<!--
 Copyright 2023–2025 Google LLC

 Licensed under the Apache License, Version 2.0 (the "License");
 you may not use this file except in compliance with the License.
 You may obtain a copy of the License at

    https://www.apache.org/licenses/LICENSE-2.0

 Unless required by applicable law or agreed to in writing, software
 distributed under the License is distributed on an "AS IS" BASIS,
 WITHOUT WARRANTIES OR CONDITIONS OF ANY KIND, either express or implied.
 See the License for the specific language governing permissions and
 limitations under the License.
-->

(run-pathways)=

# Via Pathways

This guide provides a comprehensive walkthrough for running MaxText workloads on a Google Kubernetes Engine (GKE) cluster using Pathways.
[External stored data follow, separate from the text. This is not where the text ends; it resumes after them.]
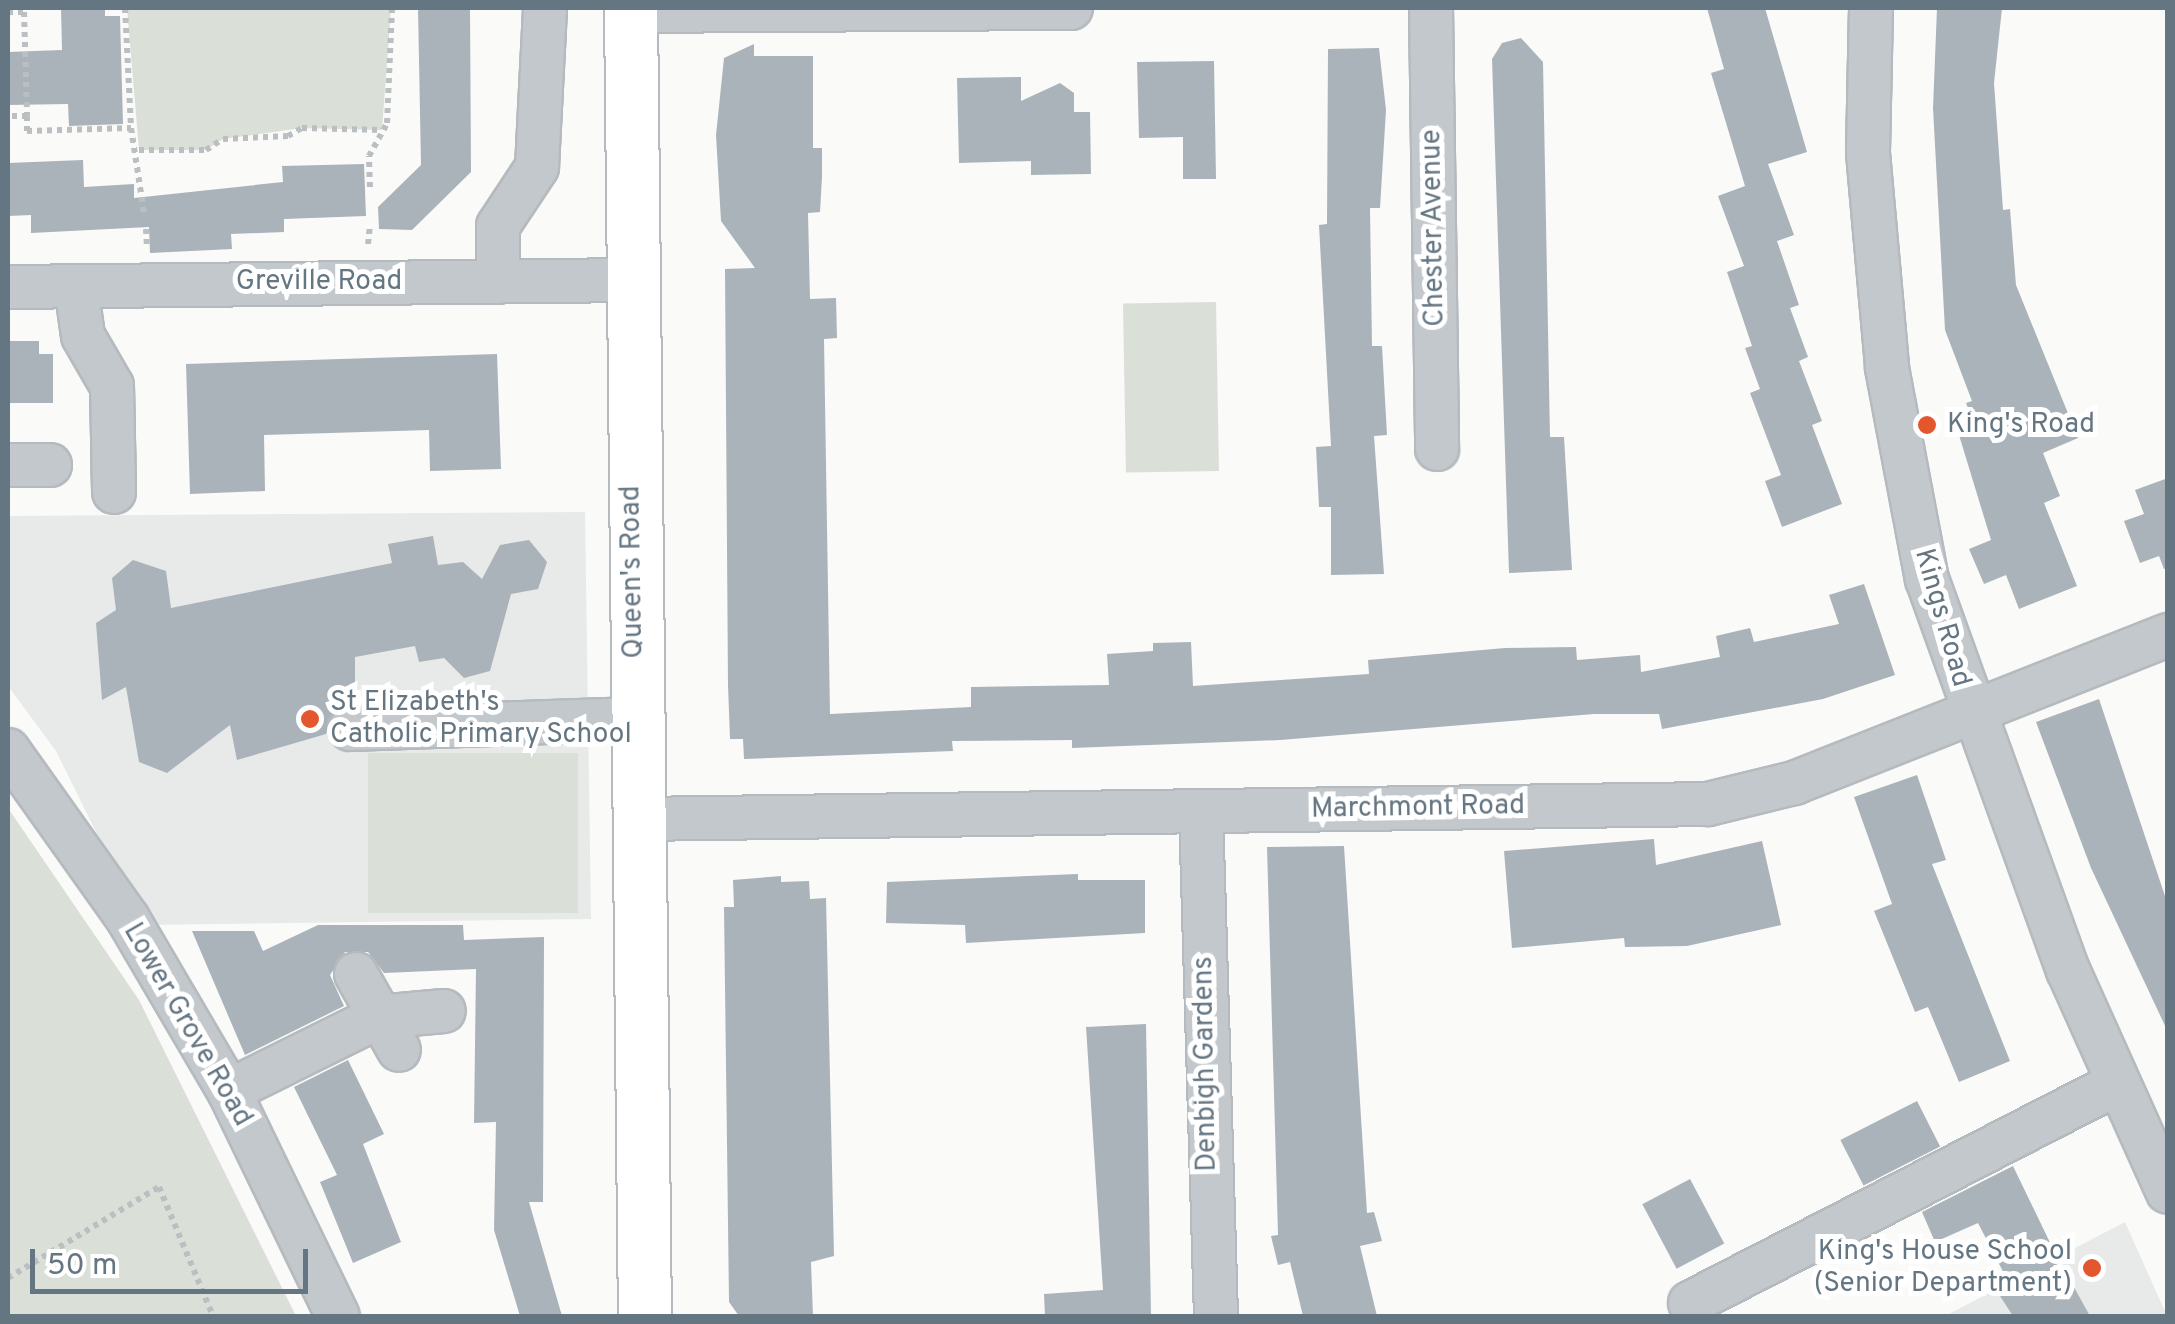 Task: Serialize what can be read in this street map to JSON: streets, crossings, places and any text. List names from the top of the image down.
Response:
{
  "streets": {
    "main road": ["Queen's Road"],
    "street": [
      "Chester Avenue",
      "Greville Road",
      "Kings Road",
      "Marchmont Road",
      "Lower Grove Road",
      "Denbigh Gardens"
    ]
  },
  "crossings": [
    ["Greville Road", "Queen's Road"],
    ["Queen's Road", "Marchmont Road"],
    ["Kings Road", "Marchmont Road"],
    ["Marchmont Road", "Denbigh Gardens"]
  ],
  "places": ["King's Road", "St Elizabeth's Catholic Primary School", "King's House School (Senior Department)"],
  "scale_bar": "50 m"
} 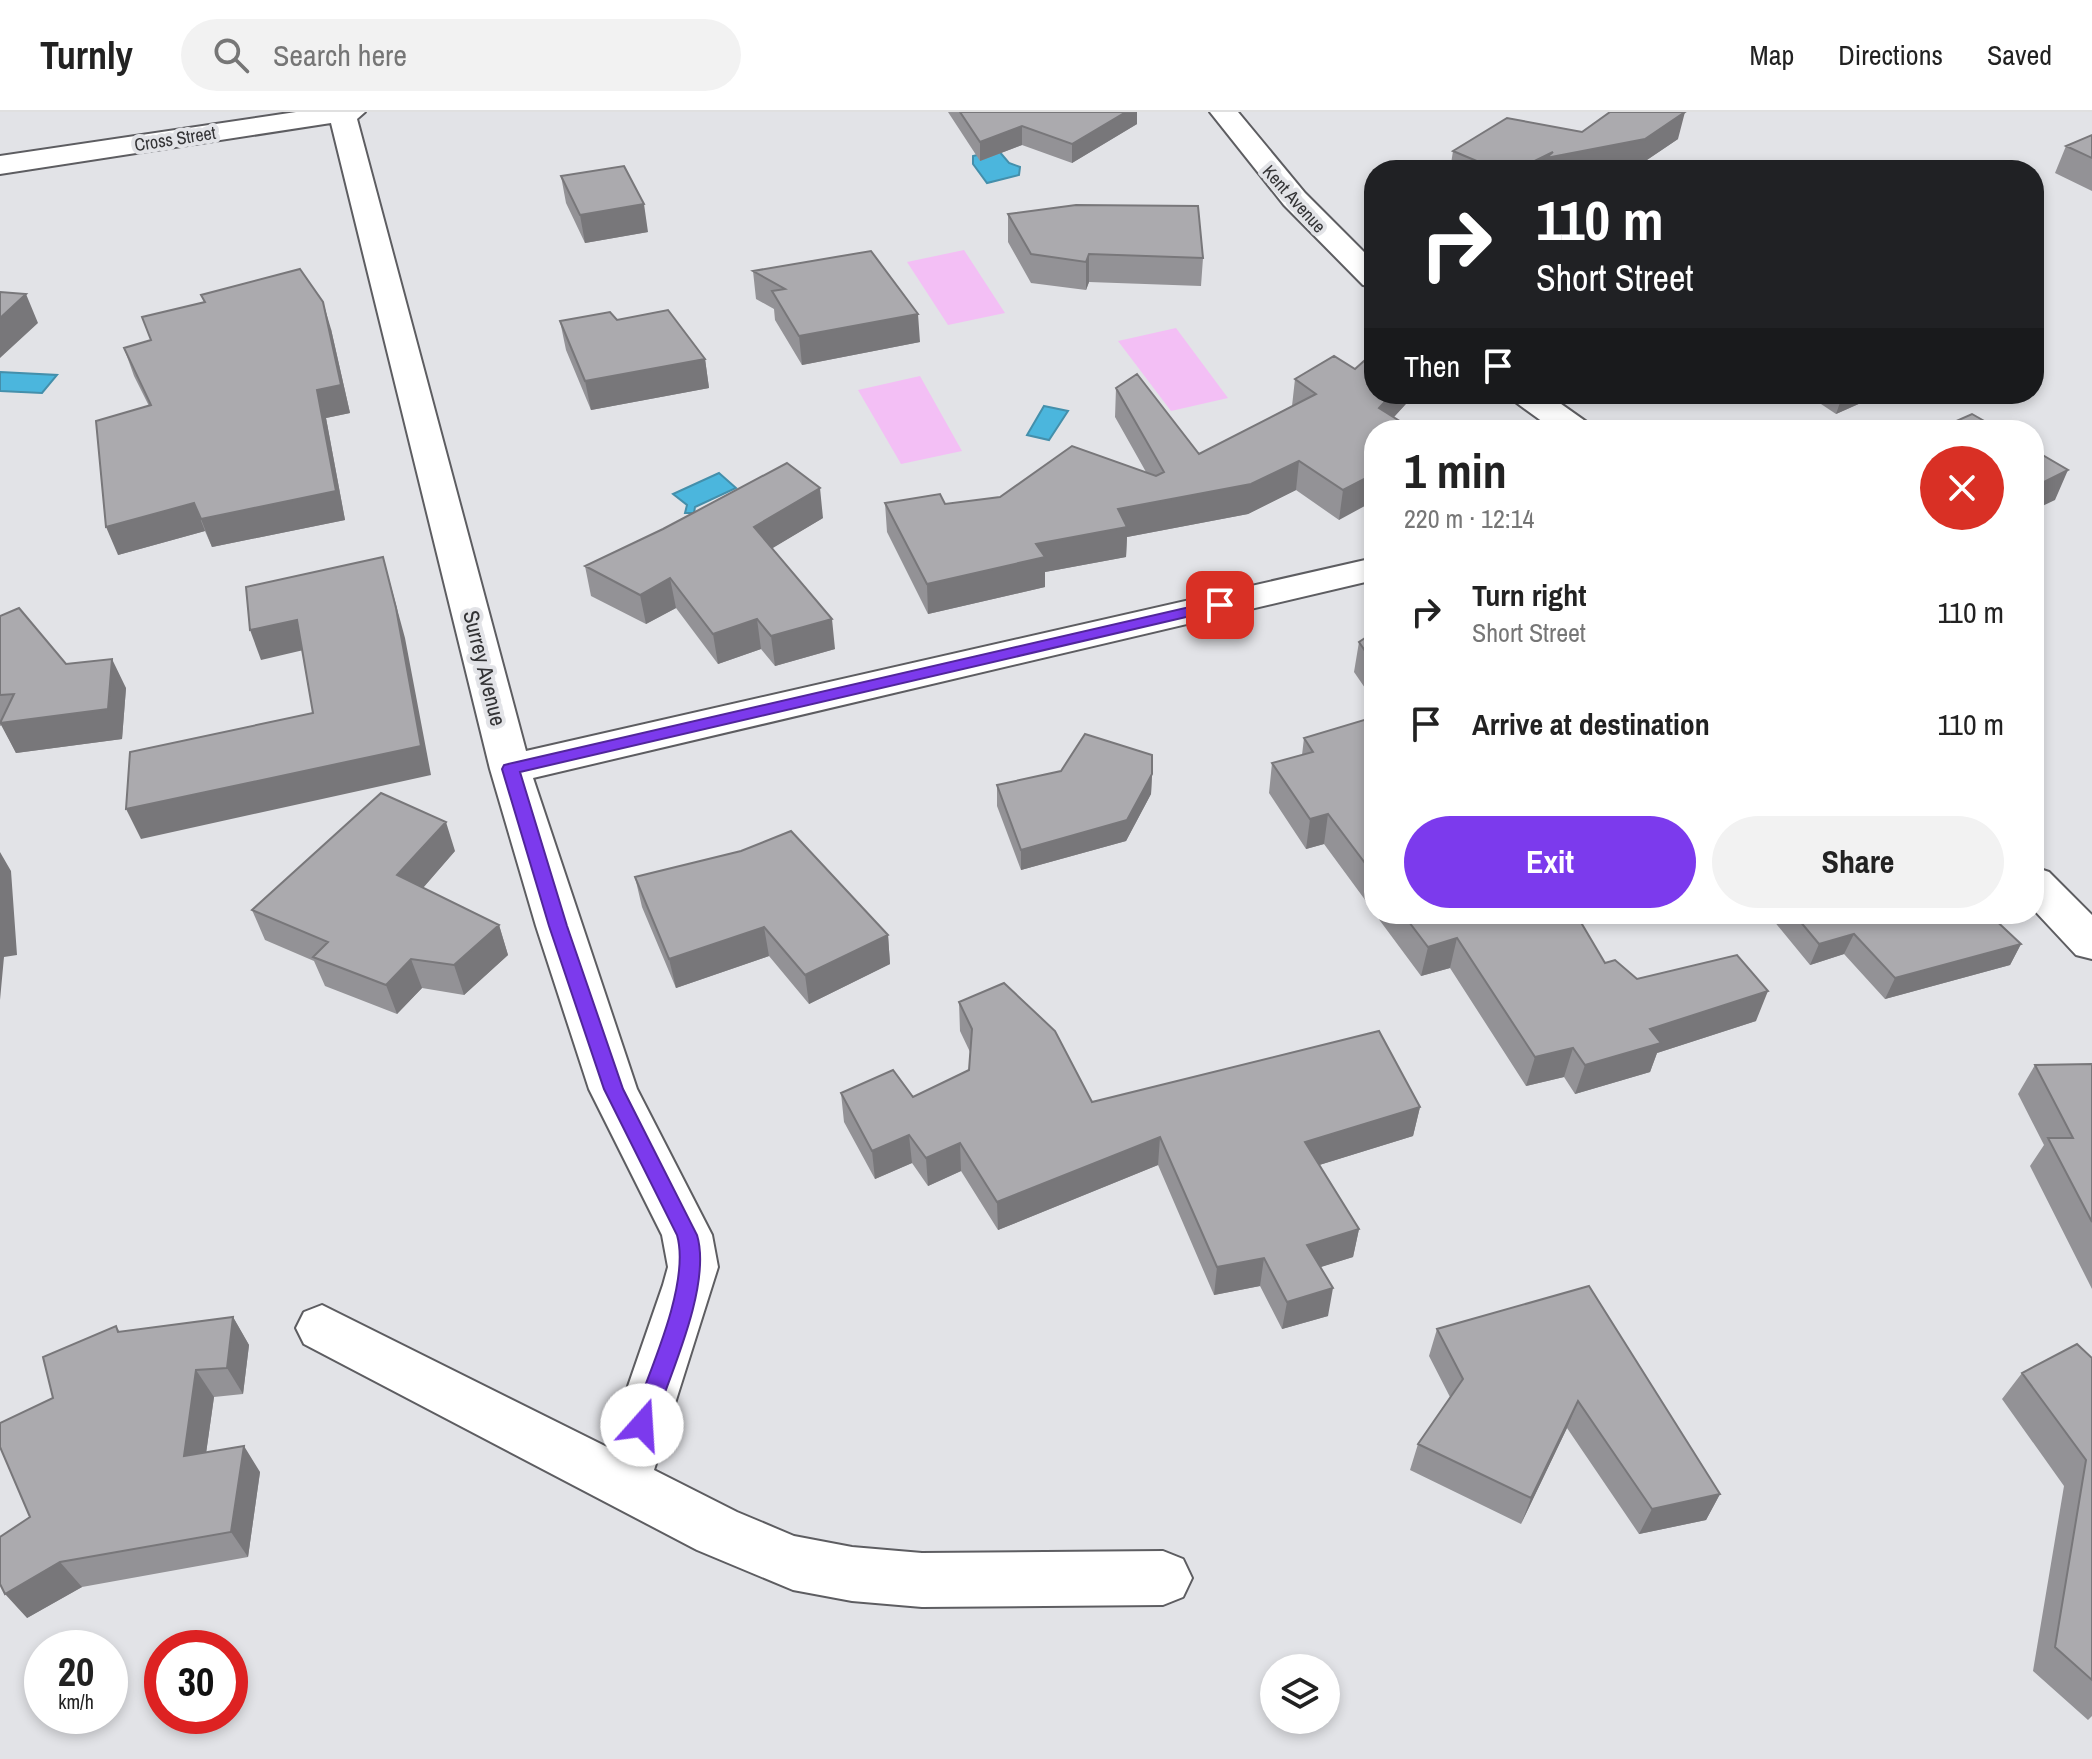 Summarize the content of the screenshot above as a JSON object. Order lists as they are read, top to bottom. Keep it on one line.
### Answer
{"streets":{"street":["Cross Street","Kent Avenue","Surrey Avenue"]},"crossings":[["Cross Street","Surrey Avenue"]],"page":{"header":"Turnly","search":"Search here","nav":["Map","Directions","Saved"],"turn":["110 m","Short Street"],"then":"Then","heading":["1 min","220 m · 12:14"],"list":[{"name":"Turn right","note":"Short Street","value":"110 m"},{"name":"Arrive at destination","value":"110 m"}],"buttons":["Exit","Share"],"speed":"20 km/h","limit":"30"}} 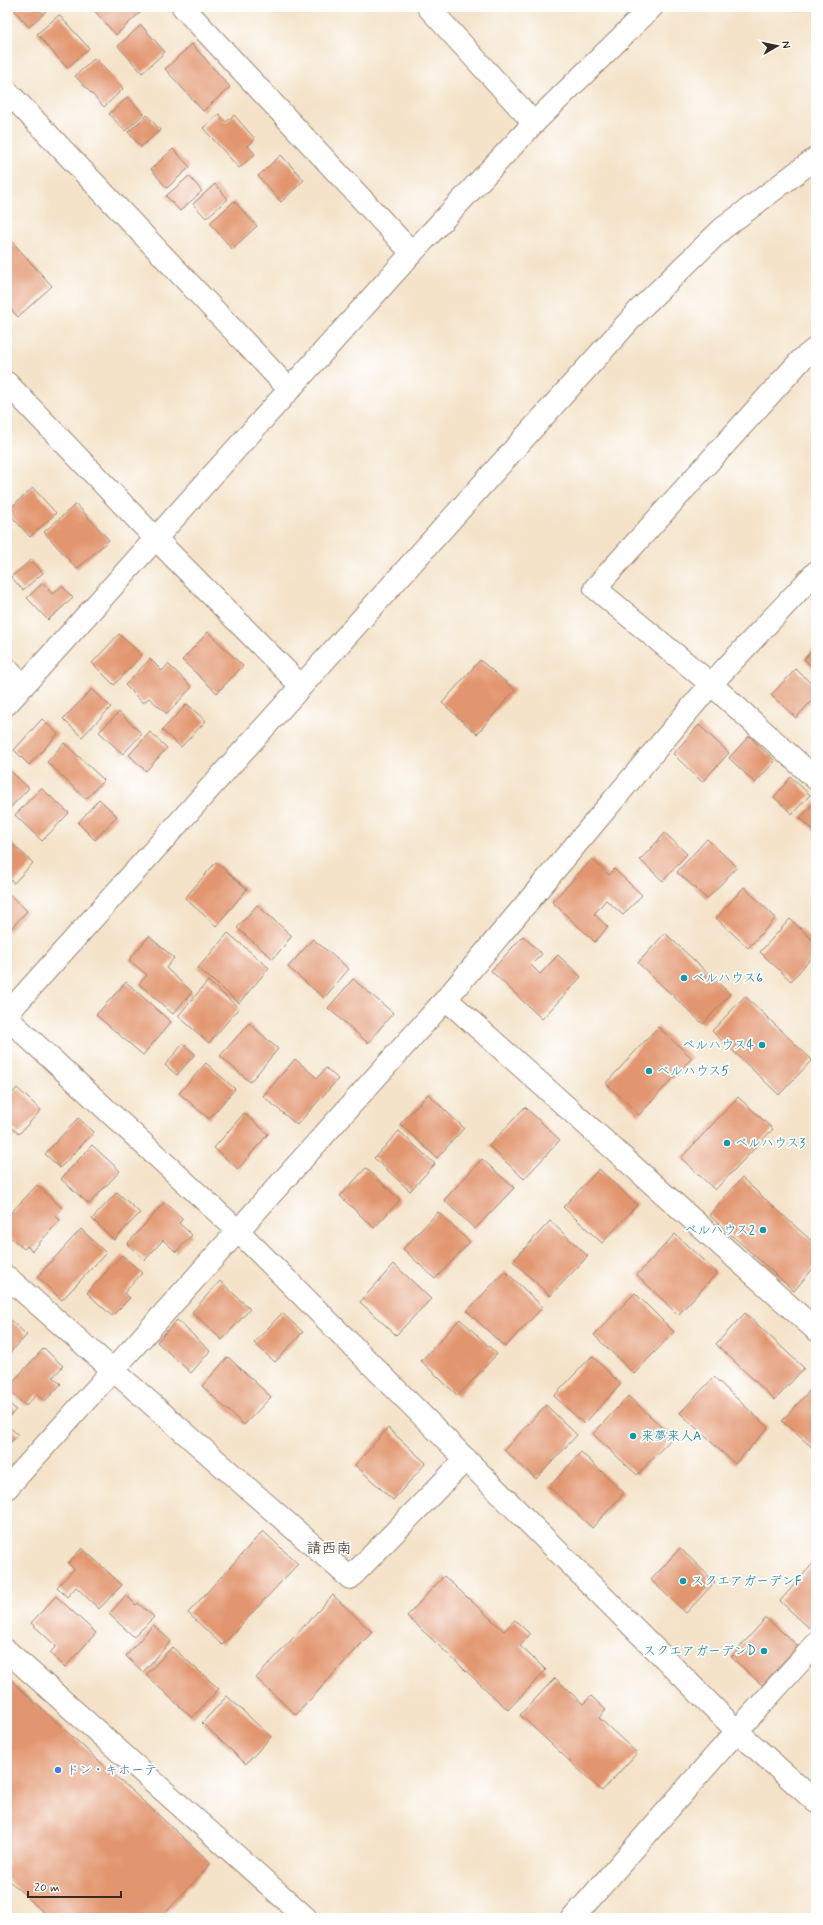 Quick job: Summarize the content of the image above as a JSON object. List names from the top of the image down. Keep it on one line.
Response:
{"districts":["請西南"],"places":["ベルハウス6","ベルハウス4","ベルハウス5","ベルハウス3","ベルハウス2","来夢来人A","スクエアガーデンF","スクエアガーデンD","ドン・キホーテ"],"scale_bar":"20 m","north":"right"} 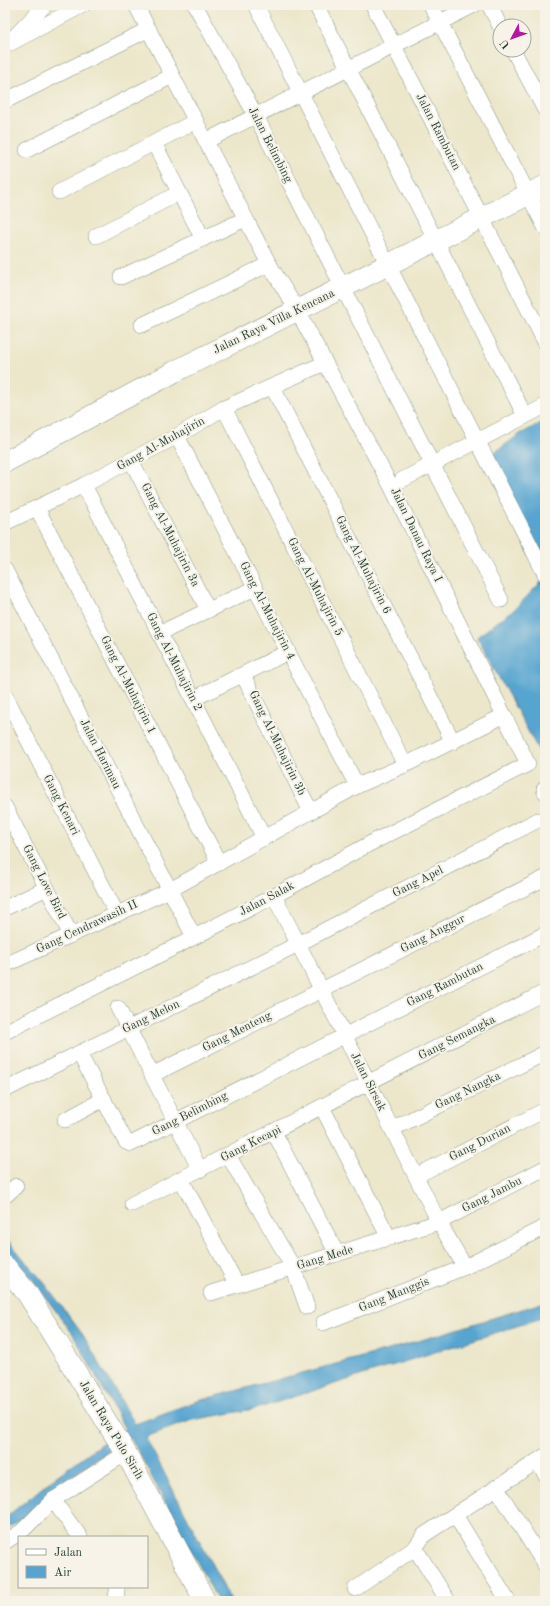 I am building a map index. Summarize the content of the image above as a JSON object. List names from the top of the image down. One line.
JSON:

Pathways acts as a powerful orchestrator for large-scale JAX jobs on AI Hypercomputer infrastructure.

This document assumes you have already created a Pathways GKE cluster using `xpk`. If you haven't, follow the instructions at the [Google Cloud Pathways & XPK documentation](https://cloud.google.com/ai-hypercomputer/docs/workloads/pathways-on-cloud/create-gke-cluster#xpk).

We will cover two primary modes of operation:

- **Batch workload**: Ideal for long-running, non-interactive training jobs.
- **Headless workload**: Ideal for interactive development, debugging, and running code from a local machine or CPU VM.

## 1. Prerequisites

Before you can run a MaxText workload, you must complete the following setup steps.

1. **Install XPK and its dependencies**. Ensure that the `xpk` command-line tool is installed.

2. **Create a GKE cluster** configured for Pathways.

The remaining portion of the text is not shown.